Melissa Riachi
Satyamaanasa Polubothu
Aimie Sauvadet
James ellis
Connor Hughes
Paulina Stadnik.
Olumide Ogunbiyi
Philippa Mills
Peter Clayton
Enrica Calvani
Patricia Barral
James McRae
Inflammatory linear verrucous epidermal naevus (ILVEN) is a rare congenital disease characterised by Blaschko-linear erythematous scaly skin. It is highly pruritic, disfiguring, and notoriously treatment-resistant. The genetic basis is heterogeneous: causes so far established are a single case of GJA1- and two of CARD14- mosaicism. However, clinical overlap with the skin lesions of CHILD syndrome led us to hypothesise that there may be a common biological pathway abnormality in ILVEN skin centred on cholesterol metabolic pathways. Ten patients with ILVEN and no other clinical features (GJA1 and CARD14 wildtype) and ten healthy controls (excess normal skin from surgery) were recruited and biopsied. Deep whole exome sequencing of affected skin revealed that two patients had unsuspected CHILD syndrome (Congenital Hemidysplasia, Ichthyosiform Erythroderma and Limb Defects) with germline NSDHL variants.
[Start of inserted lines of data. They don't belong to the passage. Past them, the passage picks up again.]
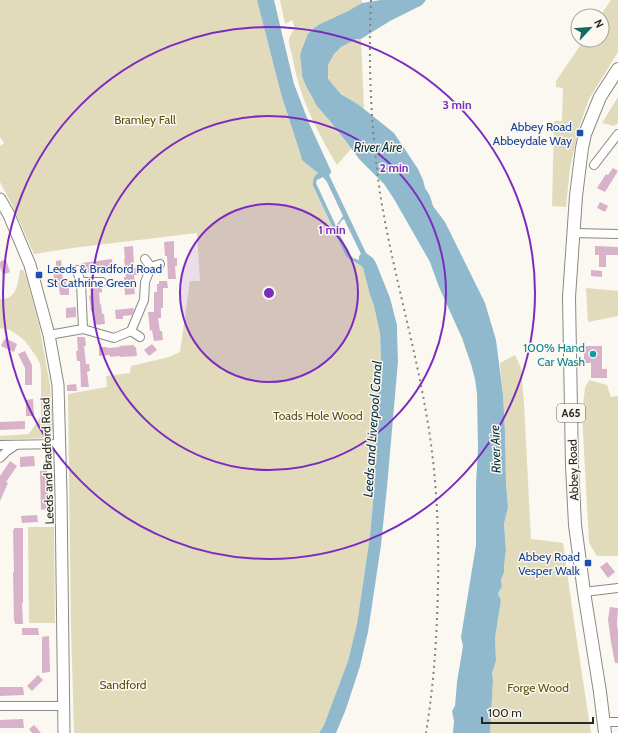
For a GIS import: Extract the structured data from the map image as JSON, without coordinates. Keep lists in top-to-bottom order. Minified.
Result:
{"streets":{"main road":["A65","Leeds and Bradford Road","Abbey Road"]},"water":["River Aire","Leeds and Liverpool Canal"],"parks":["Bramley Fall","Toads Hole Wood","Sandford","Forge Wood"],"places":{"transit":["Abbey Road Abbeydale Way","Leeds & Bradford Road St Cathrine Green","Abbey Road Vesper Walk"],"other":["100% Hand Car Wash"]},"scale_bar":"100 m","north":"top right","rings":["3 min","2 min","1 min"]}
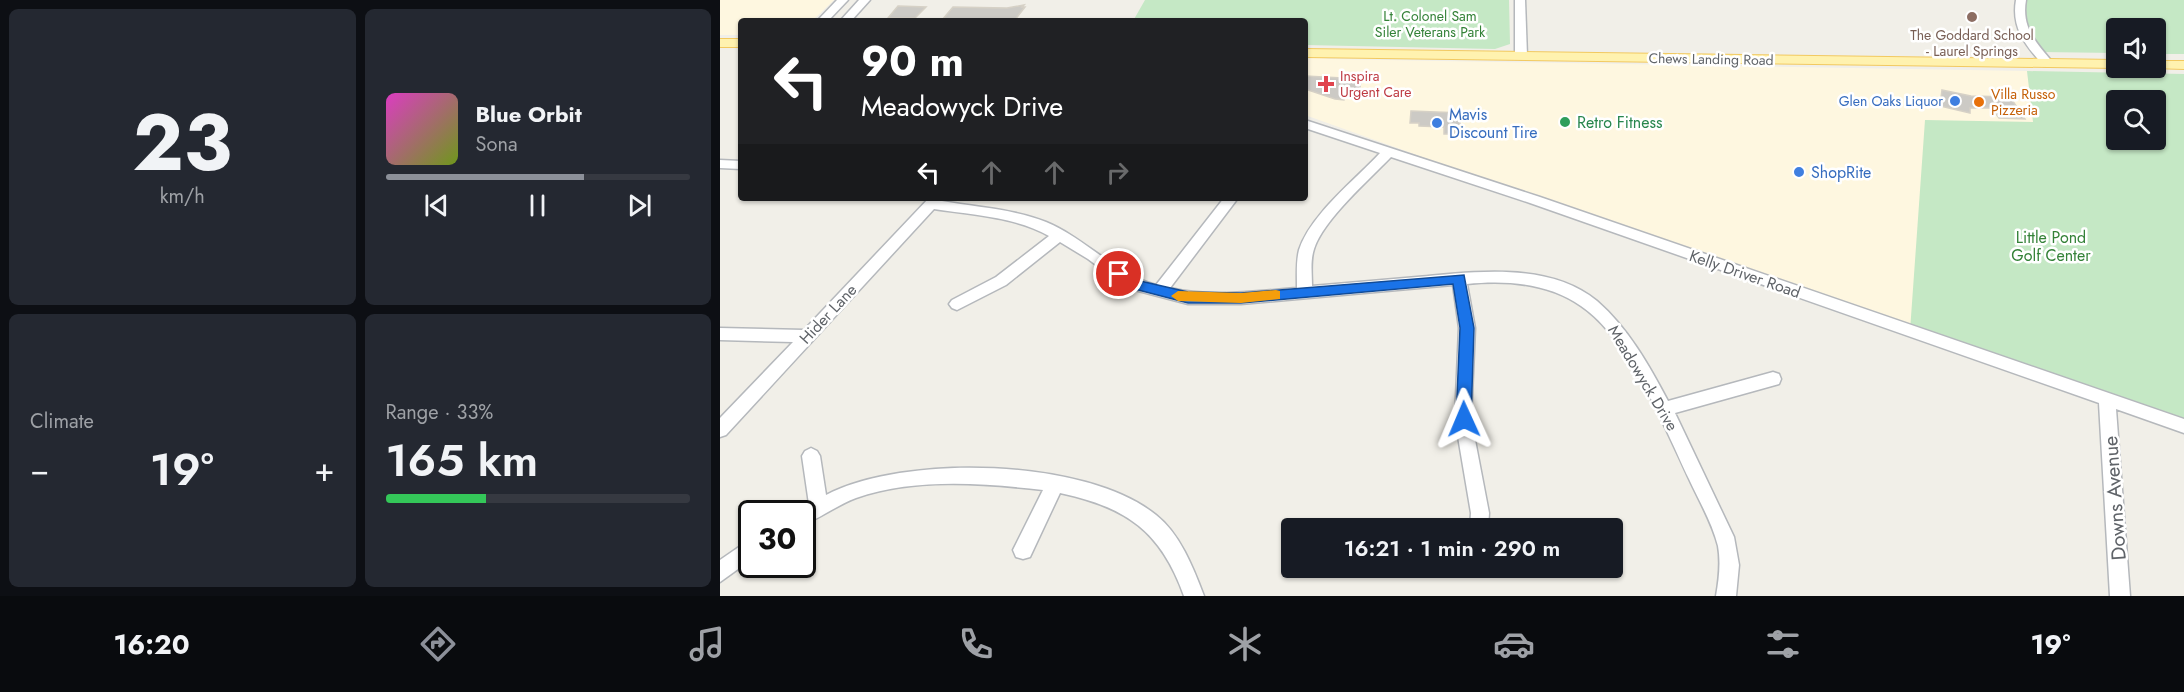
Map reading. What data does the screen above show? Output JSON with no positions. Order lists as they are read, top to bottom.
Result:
{
  "streets": {
    "main road": ["Chews Landing Road"],
    "street": [
      "Kelly Driver Road",
      "Hider Lane",
      "Meadowyck Drive",
      "Downs Avenue"
    ]
  },
  "crossings": [
    ["Kelly Driver Road", "Downs Avenue"],
    ["Hider Lane", "Meadowyck Drive"]
  ],
  "parks": ["Lt. Colonel Sam Siler Veterans Park", "Little Pond Golf Center"],
  "places": {
    "other": [
      "The Goddard School - Laurel Springs",
      "Glen Oaks Liquor",
      "Villa Russo Pizzeria",
      "Retro Fitness",
      "Mavis Discount Tire",
      "ShopRite"
    ],
    "health": ["Inspira Urgent Care"]
  },
  "page": {
    "tile": [
      ["23", "km/h"],
      "Climate",
      ["Range · 33%", "165 km"]
    ],
    "turn": ["90 m", "Meadowyck Drive"],
    "song": ["Blue Orbit", "Sona"],
    "heat": ["−", "19°", "+"],
    "limit": "30",
    "trip": "16:21 · 1 min · 290 m",
    "tabs": ["16:20", "19°"]
  }
}
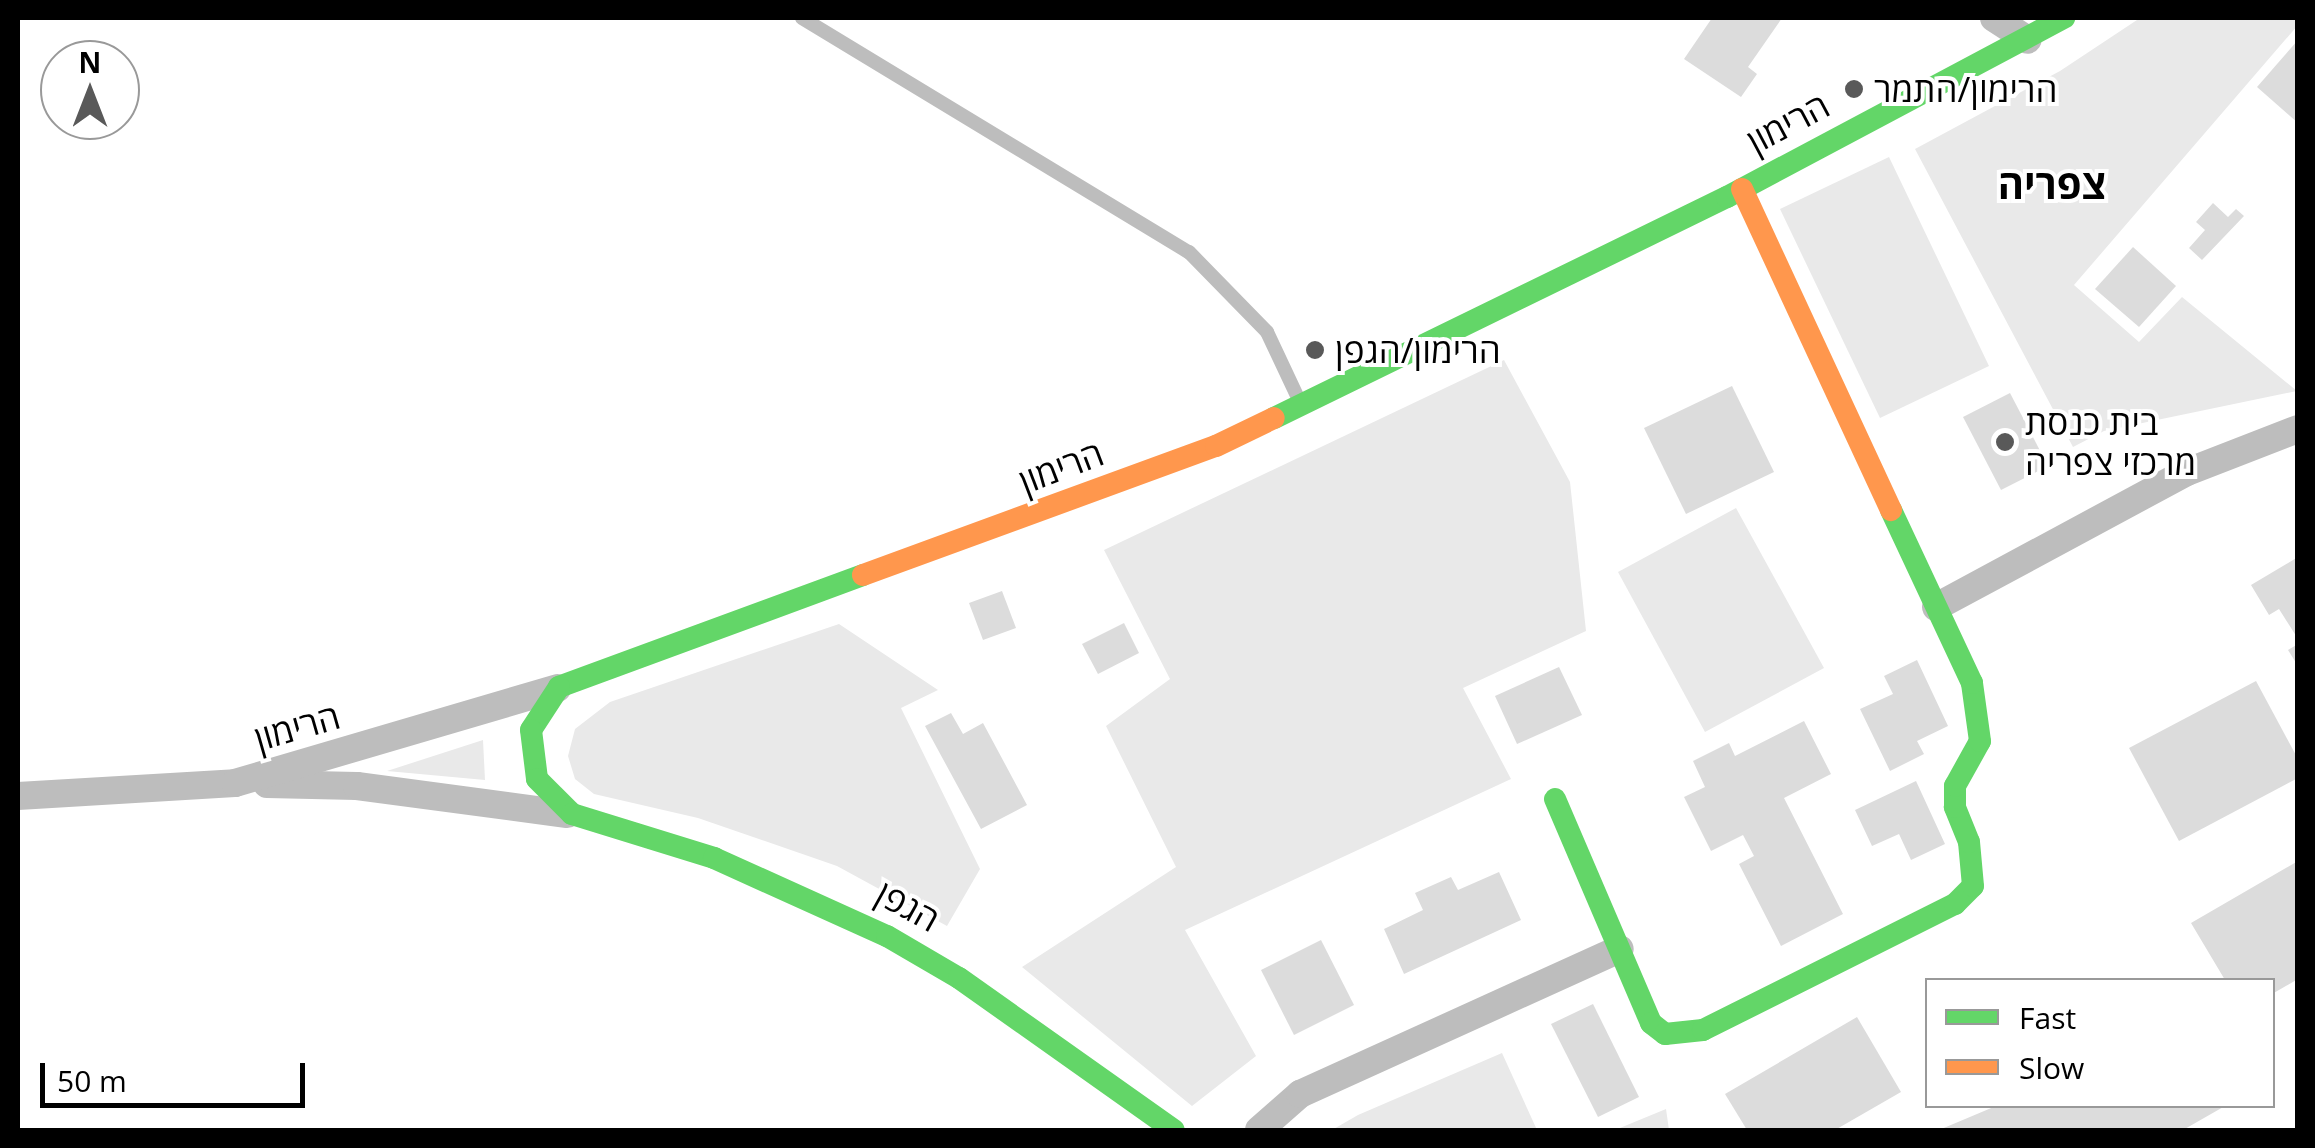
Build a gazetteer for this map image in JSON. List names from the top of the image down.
{
  "streets": {
    "street": ["הרימון", "הגפן"]
  },
  "crossings": [
    ["הרימון", "הגפן"]
  ],
  "districts": ["צפריה"],
  "places": ["הרימון/התמר", "הרימון/הגפן", "בית כנסת מרכזי צפריה"],
  "legend": ["Fast", "Slow"],
  "scale_bar": "50 m",
  "north": "top"
}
Keratinocytes were cultured and HPV immortalised, then characterised using proliferation assays, Filipin III staining and highly optimised 2-dimensional Gas-Chromatography mass spectrometry. Strikingly, mean total cholesterol levels and three sterol intermediates in the cholesterol synthesis pathway were significantly reduced in the patient group compared to controls. In parallel we observed significant hyper-proliferation in patient keratinocytes at baseline compared to controls, which was rescued by addition of cholesterol in isolation and with the addition of Simvastatin. Treatment in clinic with topical 2% cholesterol + 2% lovastatin was effective in both patients with CHILD syndrome as previously shown, and partial correction in two further patients without a known genetic disorder of cholesterol metabolism. These findings identify a significant role for cholesterol levels in the pathogenesis of ILVEN and raise important questions about the regulation of inflammatory skin disease by lipid metabolic pathways.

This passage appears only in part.